Когда Агамбен описывает аннулирование всех наших занятий и опустошение всех наших культурных знаков мессианским событием, он не задается вопросом о том, как мы можем переступить границу, которая отделяет наше время, нашу эпоху от грядущей. Агамбен не задает этого вопроса, потому что его не задает апостол Павел. Павел верил в то, что индивидуальная душа, будучи нематериальной, способна пересечь эту границу и не погибнет даже после конца материального мира. Художественный авангард, однако, хотел сохранить не душу, а искусство. Он пытался сделать это посредством редукции — редукции культурных знаков к абсолютному минимуму, благодаря чему их можно будет протащить через революции, переломы, сдвиги и перманентные смены культурных мод и трендов. Авангардный художник — это секуляризованный апостол, апостол в эпоху материализма.

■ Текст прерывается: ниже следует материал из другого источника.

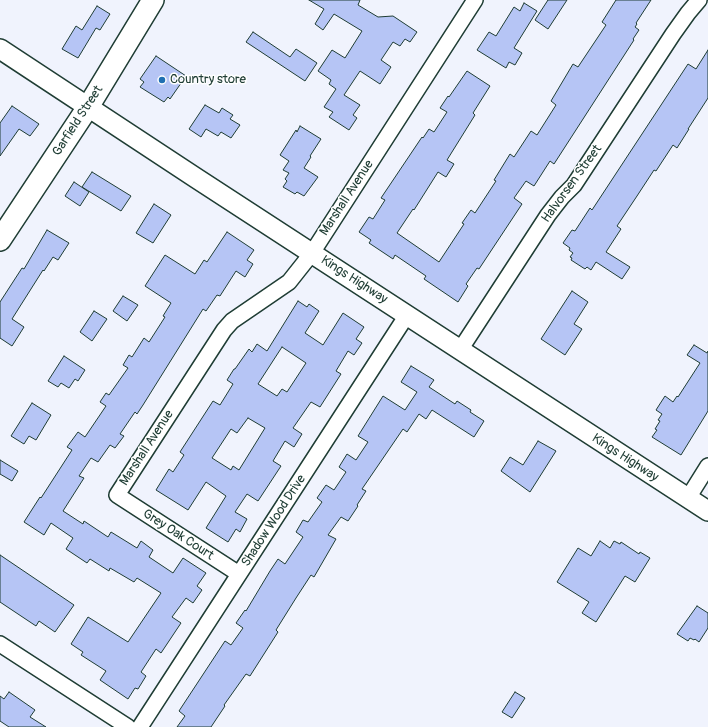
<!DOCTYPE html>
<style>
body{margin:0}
canvas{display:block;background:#f0f3fd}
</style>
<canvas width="708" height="727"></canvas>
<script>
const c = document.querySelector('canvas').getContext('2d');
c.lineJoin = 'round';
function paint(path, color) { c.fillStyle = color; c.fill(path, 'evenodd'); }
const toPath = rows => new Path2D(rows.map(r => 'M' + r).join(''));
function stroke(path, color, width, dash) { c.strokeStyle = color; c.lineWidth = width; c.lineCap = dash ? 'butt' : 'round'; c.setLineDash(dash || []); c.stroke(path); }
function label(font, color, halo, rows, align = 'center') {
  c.font = font + ' Pangolin,sans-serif'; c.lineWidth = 3; c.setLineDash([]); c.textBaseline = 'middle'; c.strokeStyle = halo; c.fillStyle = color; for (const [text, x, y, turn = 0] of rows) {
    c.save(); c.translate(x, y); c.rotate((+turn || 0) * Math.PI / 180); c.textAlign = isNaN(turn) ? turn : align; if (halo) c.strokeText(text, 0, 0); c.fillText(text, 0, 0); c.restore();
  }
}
const building = toPath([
 [309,0,360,0,358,5,378,17,393,16,417,32,410,42,405,39,400,46,393,42,381,60,391,67,380,84,360,71,344,95,360,105,353,115,357,118,349,130,329,117,333,112,324,107,336,89,329,84,331,80,318,71,332,50,345,58,362,31,334,14,323,30,315,24,324,9,309,0],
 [548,0,567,0,548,29,535,20,548,0],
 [616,0,651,0,636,23,637,24,635,27,639,30,633,39,634,40,554,164,550,161,534,186,526,181,514,198,522,204,479,269,477,268,466,284,468,286,458,302,424,279,426,276,395,255,393,259,369,243,371,240,359,232,369,217,373,219,385,200,381,198,422,137,423,138,429,129,434,132,447,112,440,108,448,96,449,97,467,71,490,86,473,113,475,115,447,160,454,164,446,177,438,172,414,210,413,209,397,233,439,262,464,224,462,223,471,210,475,213,496,181,494,180,510,154,514,157,531,131,537,135,556,105,551,101,573,64,578,67,606,25,602,22,616,0],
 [524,3,537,11,514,48,522,53,515,65,509,62,506,68,477,50,489,32,496,36,514,7,520,11,524,3],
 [97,6,110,14,100,30,96,28,78,58,62,49,76,26,82,30,97,6],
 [253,32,290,57,296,49,317,63,305,81,246,42,253,32],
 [708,50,708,98,688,129,689,129,677,148,673,145,656,171,654,170,637,196,617,226,621,229,606,252,630,267,622,279,596,262,591,270,587,267,585,269,571,260,572,258,570,257,573,253,569,250,570,248,563,243,572,230,575,231,590,208,592,210,688,64,696,69,708,50],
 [156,56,186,76,170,99,168,97,164,102,140,87,144,82,140,79,156,56],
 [205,105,219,113,222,108,233,115,230,119,240,125,231,138,221,132,218,136,206,129,201,137,189,129,205,105],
 [12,106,39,124,30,136,19,129,0,156,0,123,12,106],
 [300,126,321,139,310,156,311,157,304,168,318,177,304,196,297,192,295,194,283,187,287,181,285,179,289,173,283,170,289,161,280,155,296,130,297,132,300,126],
 [92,172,131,196,121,211,82,187,92,172],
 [74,182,89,192,80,206,65,196,74,182],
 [154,204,171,215,153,243,136,233,154,204],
 [47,230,69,243,58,260,53,257,44,271,43,270,12,319,24,327,12,346,0,338,0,302,22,268,24,269,47,230],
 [227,232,254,250,247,260,253,264,245,277,236,271,220,296,217,295,206,311,203,309,143,405,137,414,135,412,120,434,124,436,115,448,110,445,98,462,91,458,79,476,84,478,63,511,83,524,84,521,108,537,111,532,137,548,141,541,153,550,149,557,173,573,183,558,206,573,197,586,202,590,193,603,186,598,172,617,181,623,161,653,156,649,141,672,146,676,138,689,135,688,128,699,100,680,106,671,81,655,83,652,71,644,88,617,128,642,161,593,137,578,134,582,110,568,109,571,90,559,87,563,66,549,73,538,51,523,44,535,24,522,40,497,41,498,72,450,67,447,78,432,85,437,106,406,100,402,106,393,109,395,128,368,123,365,129,355,132,357,144,338,149,342,165,317,163,316,171,303,145,286,165,255,195,274,204,260,207,262,227,232],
 [572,291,588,302,574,324,582,329,565,355,541,339,572,291],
 [123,296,138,305,127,321,113,311,123,296],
 [298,301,307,307,309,304,319,311,305,333,323,345,343,313,364,327,356,339,362,343,354,355,348,351,336,371,341,374,320,407,311,402,293,428,302,434,294,447,285,441,273,461,281,466,258,501,247,494,235,512,247,519,240,532,236,529,228,542,206,528,226,496,206,482,188,510,156,490,169,469,173,472,184,455,180,452,213,401,220,405,233,384,227,380,234,369,235,369,249,349,252,352,257,344,267,351,298,301],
 [282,347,306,363,287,392,282,389,277,396,258,384,282,347],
 [248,418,265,428,239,470,233,466,231,470,212,458,231,429,237,433,248,418],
 [94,311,107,319,92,341,80,332,94,311],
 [694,345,707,353,708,351,708,411,681,455,652,437,657,430,655,429,660,421,658,420,662,414,656,410,665,396,673,402,677,396,678,397,700,363,687,355,694,345],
 [64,356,85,370,78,381,75,379,69,388,61,383,58,387,48,381,64,356],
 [411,366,434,380,429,387,455,404,457,401,471,410,470,412,484,421,474,437,432,410,426,419,419,414,407,432,403,429,362,489,366,491,357,505,358,506,348,521,341,517,328,535,336,539,314,577,311,575,296,598,276,630,278,632,250,676,246,674,224,705,225,706,211,727,177,727,185,716,179,711,225,641,231,645,243,628,236,623,245,610,246,611,270,571,278,559,285,564,303,537,296,532,303,520,308,522,322,502,317,498,326,485,334,490,346,472,339,467,347,454,356,460,368,442,358,436,383,396,405,410,417,392,401,382,411,366],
 [32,403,51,415,36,440,29,436,24,444,11,436,32,403],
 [538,441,556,451,530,492,501,471,510,457,523,465,538,441],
 [0,460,18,471,12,481,0,474,0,460],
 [600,541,610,548,614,541,620,544,621,542,639,554,640,552,650,558,635,582,625,576,596,622,582,613,589,602,557,582,578,548,591,556,600,541],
 [0,555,74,605,55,632,39,621,36,626,0,602,0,555],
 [697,606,708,613,708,628,699,642,695,639,694,640,690,638,688,641,677,634,697,606],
 [9,692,35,710,30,717,46,727,9,727,0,721,0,696,4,699,9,692],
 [515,692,525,698,512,718,502,712,515,692]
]);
paint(building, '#b6c5f5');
stroke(building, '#1f3d34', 1);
const minor = toPath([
 [460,350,548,215,562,197,574,185,673,34,688,13,699,0],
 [688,498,708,466],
 [239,574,117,495,224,330,232,321,289,282,312,253,475,0],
 [0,644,128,727],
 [140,727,407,315]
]);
const tertiary = toPath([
 [0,49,196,178,708,511]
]);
const secondary = toPath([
 [0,240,88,107,153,0]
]);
stroke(minor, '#1f3d34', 18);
stroke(tertiary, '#1f3d34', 22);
stroke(secondary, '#1f3d34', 24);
stroke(minor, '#fff', 15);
stroke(tertiary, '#fff', 19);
stroke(secondary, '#fff', 21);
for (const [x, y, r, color] of [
 [162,80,4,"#1f6fb2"]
]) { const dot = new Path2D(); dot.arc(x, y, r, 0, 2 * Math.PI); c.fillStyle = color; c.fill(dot); stroke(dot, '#fff', 1.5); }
label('13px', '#1f3d34', '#fff', [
 ["Country store",170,80]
], 'left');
label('13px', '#1f3d34', '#fff', [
 ["Garfield Street",78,121,-57],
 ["Halvorsen Street",572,184,-54],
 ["Marshall Avenue",347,198,-57],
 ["Kings Highway",354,280,33],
 ["Marshall Avenue",147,448,-57],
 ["Kings Highway",625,458,33],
 ["Shadow Wood Drive",274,521,-57],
 ["Grey Oak Court",178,535,33]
]);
</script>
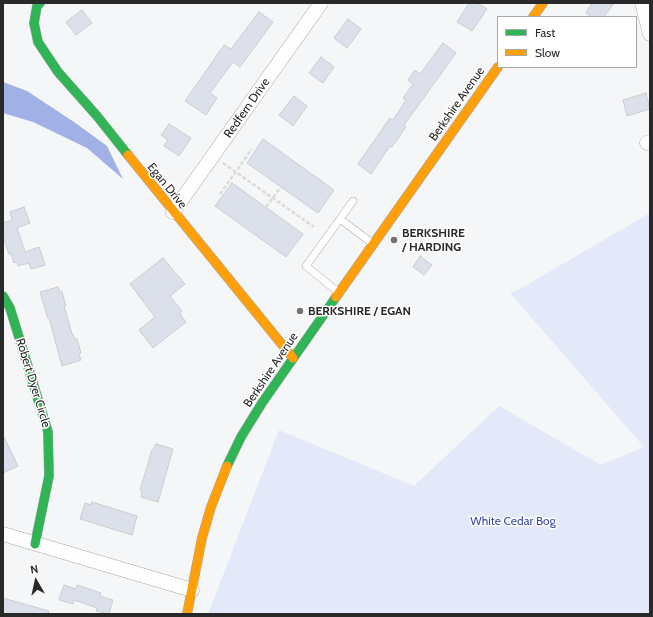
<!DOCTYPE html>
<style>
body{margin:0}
#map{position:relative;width:653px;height:617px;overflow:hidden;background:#f5f6f7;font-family:Cabin,sans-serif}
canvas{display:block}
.frame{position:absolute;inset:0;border:4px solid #29292a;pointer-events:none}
.legend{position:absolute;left:497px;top:16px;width:140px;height:52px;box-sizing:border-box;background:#fff;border:1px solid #a9a9aa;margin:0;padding:5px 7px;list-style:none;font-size:12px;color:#29292a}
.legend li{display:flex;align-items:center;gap:8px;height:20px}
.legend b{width:20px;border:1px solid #a9a9aa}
.north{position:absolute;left:16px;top:561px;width:40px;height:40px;-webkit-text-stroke:3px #fff;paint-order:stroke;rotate:351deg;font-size:11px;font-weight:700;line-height:16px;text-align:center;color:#29292a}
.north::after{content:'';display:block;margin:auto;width:14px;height:18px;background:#29292a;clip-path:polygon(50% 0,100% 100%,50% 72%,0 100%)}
</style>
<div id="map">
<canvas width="653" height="617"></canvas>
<div class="frame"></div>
<ul class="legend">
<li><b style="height:5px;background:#30b455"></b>Fast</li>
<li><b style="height:5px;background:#ff9f0a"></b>Slow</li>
</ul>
<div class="north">N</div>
</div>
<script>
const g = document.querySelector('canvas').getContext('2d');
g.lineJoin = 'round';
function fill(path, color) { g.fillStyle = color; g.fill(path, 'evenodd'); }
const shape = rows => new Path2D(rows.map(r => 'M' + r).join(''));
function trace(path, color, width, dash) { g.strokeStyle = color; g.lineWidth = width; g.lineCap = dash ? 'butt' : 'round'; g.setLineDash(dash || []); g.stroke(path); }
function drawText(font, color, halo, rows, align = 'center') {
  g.font = font + ' Cabin,sans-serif'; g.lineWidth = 3; g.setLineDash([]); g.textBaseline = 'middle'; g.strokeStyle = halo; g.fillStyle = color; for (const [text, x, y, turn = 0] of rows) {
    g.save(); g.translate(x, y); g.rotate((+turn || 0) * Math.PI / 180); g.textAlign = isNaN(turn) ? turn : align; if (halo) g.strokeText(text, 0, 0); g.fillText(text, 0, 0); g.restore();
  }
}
fill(shape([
 [650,213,650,614,208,614,279,430,414,486,499,406,601,465,644,447,510,293,518,290]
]), '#e3e9f8');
fill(shape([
 [3,82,27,91,74,122,107,146,123,179,87,148,33,122,3,113]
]), '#a1b0e5');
const building = shape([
 [469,3,477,3,487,9,472,31,457,22,469,3],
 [592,3,614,3,604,17,592,17,586,13,592,3],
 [82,10,92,23,76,35,66,22,82,10],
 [259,12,273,22,240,67,233,62,210,93,217,98,206,115,185,101,224,45,231,49,259,12],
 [348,19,361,29,347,48,334,38,348,19],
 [443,43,456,53,404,125,406,127,392,147,390,146,371,174,358,164,390,118,393,120,406,100,403,98,413,84,408,80,415,70,420,74,443,43],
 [321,57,334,67,323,83,309,73,321,57],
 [646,93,650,109,627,116,623,100,646,93],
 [294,96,307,106,293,126,279,115,294,96],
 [169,124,191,138,179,156,164,146,168,140,161,135,169,124],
 [263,139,334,190,318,213,247,163,263,139],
 [232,183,303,234,286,257,215,206,232,183],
 [24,207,30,223,17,228,25,252,39,247,45,265,31,269,29,263,18,266,17,262,14,263,11,254,9,254,3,237,3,223,12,220,10,212,24,207],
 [420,256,432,265,424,275,413,267,420,256],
 [163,258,185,284,170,296,182,311,180,314,186,322,153,348,139,330,155,317,130,284,163,258],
 [58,287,60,292,62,292,66,306,64,306,72,334,73,334,75,339,77,339,81,353,79,354,81,360,62,366,49,318,48,319,40,292,58,287],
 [3,435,18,466,3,473,3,435],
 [156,444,173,449,158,502,141,497,142,491,140,490,152,450,153,450,156,444],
 [92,502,137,516,132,535,80,519,85,503,91,505,92,502],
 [64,585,76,589,77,585,101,593,100,596,113,600,109,614,96,611,97,608,74,600,73,604,59,600,64,585],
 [3,598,49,611,48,614,3,614,3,598]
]);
fill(building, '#dce0ea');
trace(building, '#cbcccd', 1);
const lane = shape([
 [340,219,372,243],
 [338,292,306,266,353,201]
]);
const street = shape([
 [642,3,650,34],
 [647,143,650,142],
 [173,212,321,3],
 [3,534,192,590]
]);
const fast = shape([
 [40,3,37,6,34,23,38,42,58,72,97,116,128,155],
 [3,296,10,308,48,432,49,476,35,544],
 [227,466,241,437,262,403,336,297]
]);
const slow = shape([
 [533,17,543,3],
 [128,155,293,358],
 [336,297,498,67],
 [187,614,202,538,211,507,227,466]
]);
trace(lane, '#a9a9aa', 8);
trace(street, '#a9a9aa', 15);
trace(fast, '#a9a9aa', 10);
trace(slow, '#a9a9aa', 10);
trace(shape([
 [223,163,314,227],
 [220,194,252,149],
 [266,207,281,187]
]), '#dbdbdb', 2.5, [4, 2]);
trace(lane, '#fefefe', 7);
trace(street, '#fefefe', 14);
trace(fast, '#30b455', 9);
trace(slow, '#ff9f0a', 9);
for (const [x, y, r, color] of [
 [394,240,4,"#707172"],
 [300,311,4,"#707172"]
]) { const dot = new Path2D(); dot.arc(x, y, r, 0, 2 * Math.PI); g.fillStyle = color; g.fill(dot); trace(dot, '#fff', 1.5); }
drawText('12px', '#29292a', '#fff', [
 ["Berkshire Avenue",457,104,-55],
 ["Redfern Drive",247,108,-55],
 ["Egan Drive",167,186,51],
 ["Berkshire Avenue",271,370,-56],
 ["Robert Dyer Circle",33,383,73]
]);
drawText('bold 12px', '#29292a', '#fff', [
 ["BERKSHIRE",402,233],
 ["/ HARDING",402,247],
 ["BERKSHIRE / EGAN",308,311]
], 'left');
drawText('12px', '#3a4ca5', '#fff', [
 ["White Cedar Bog",513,521]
]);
</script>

Когда Кандинский в своей книге «О духовном в искусстве» (1911) говорит о редукции живописного мимесиса как такового, — редукции, которая обнажает то, что все живописные произведения являются комбинациями цветов и форм, — он стремится гарантировать выживание своего понимания живописи, невзирая на всевозможные культурные трансформации и включая даже самые революционные. Мир, который представлен в живописи, может исчезнуть, а комбинация цветов и форм нет. В этом отношении Кандинский полагает, что все образы, которые созданы в прошлом или будут созданы в будущем, могут рассматриваться так же, как его собственная живопись, — потому что какими бы эти образы ни были раньше, какими бы они ни были сейчас и (или) какими бы они ни могли быть, они неизбежно остаются комбинациями определенных цветов и форм. Это убеждение относится не только к живописи, но и ко всем медиа — фотографии, кинематографу и пр. Кандинский не хотел создавать свой собственный индивидуальный стиль, но использовать свою живопись для воспитания зрительского глаза, позволяя ему увидеть невариативные компоненты всех возможных художественных вариаций и повторяющиеся паттерны, лежащие в основе образов, подверженных историческим переменам. В этом смысле Кандинский интерпретирует свою живопись как вневременную.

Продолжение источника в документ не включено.